* _Data to process_
++++

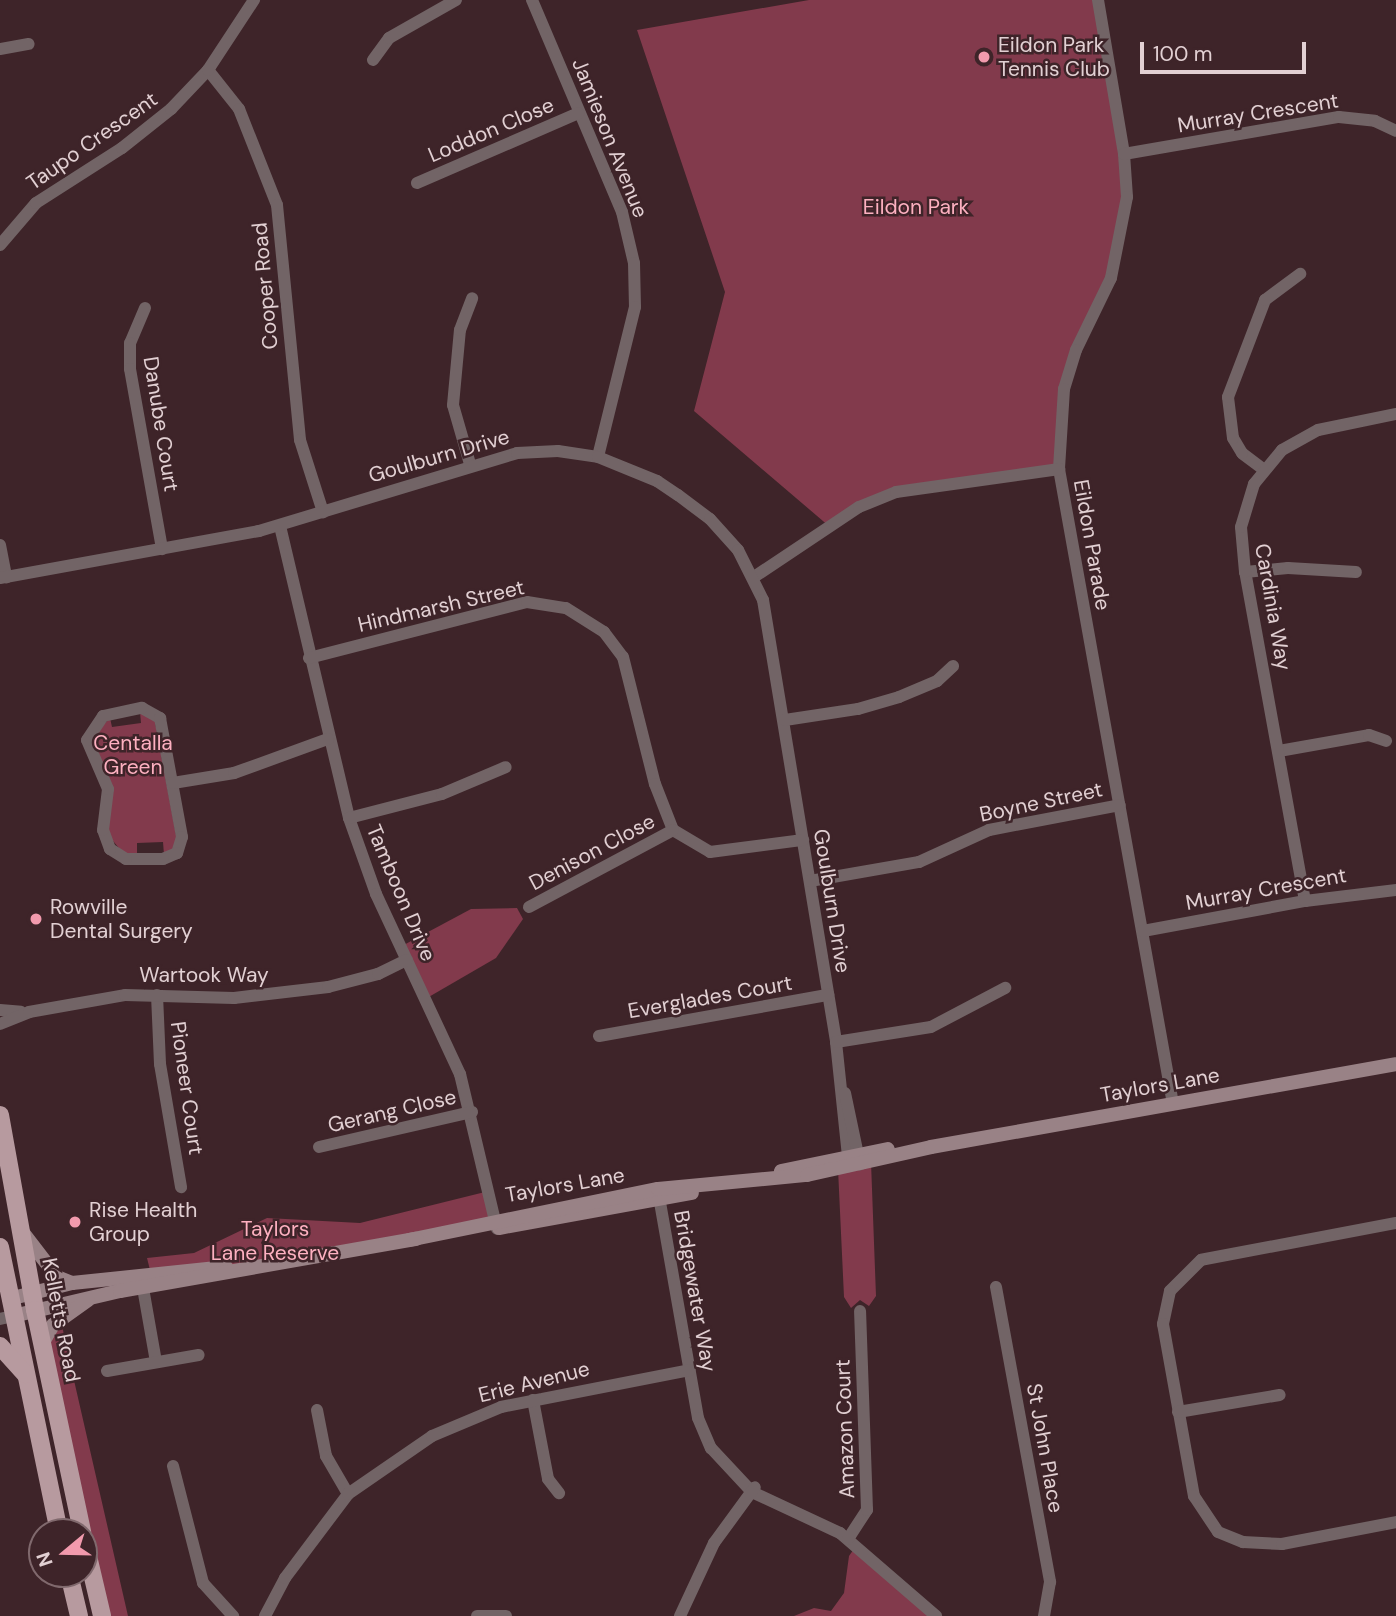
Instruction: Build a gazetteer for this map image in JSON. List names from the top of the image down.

++++

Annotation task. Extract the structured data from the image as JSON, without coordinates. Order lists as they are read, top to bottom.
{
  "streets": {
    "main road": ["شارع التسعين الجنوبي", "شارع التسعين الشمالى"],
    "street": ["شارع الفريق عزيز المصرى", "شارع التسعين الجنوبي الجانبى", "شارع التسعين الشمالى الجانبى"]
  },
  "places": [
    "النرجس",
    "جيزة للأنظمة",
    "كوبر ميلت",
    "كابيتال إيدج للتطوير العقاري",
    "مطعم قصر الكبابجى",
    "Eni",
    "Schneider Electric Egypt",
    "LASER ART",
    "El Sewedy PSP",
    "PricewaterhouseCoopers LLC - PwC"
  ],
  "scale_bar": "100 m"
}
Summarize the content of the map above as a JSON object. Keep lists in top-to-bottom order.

++++

Scan the records above for the lines holding "Annotation task. Extract" and "Summarize the content". Transcribe those two and every line between them word for word, and no others.

Annotation task. Extract the structured data from the image as JSON, without coordinates. Order lists as they are read, top to bottom.
{
  "streets": {
    "main road": ["شارع التسعين الجنوبي", "شارع التسعين الشمالى"],
    "street": ["شارع الفريق عزيز المصرى", "شارع التسعين الجنوبي الجانبى", "شارع التسعين الشمالى الجانبى"]
  },
  "places": [
    "النرجس",
    "جيزة للأنظمة",
    "كوبر ميلت",
    "كابيتال إيدج للتطوير العقاري",
    "مطعم قصر الكبابجى",
    "Eni",
    "Schneider Electric Egypt",
    "LASER ART",
    "El Sewedy PSP",
    "PricewaterhouseCoopers LLC - PwC"
  ],
  "scale_bar": "100 m"
}
Summarize the content of the map above as a JSON object. Keep lists in top-to-bottom order.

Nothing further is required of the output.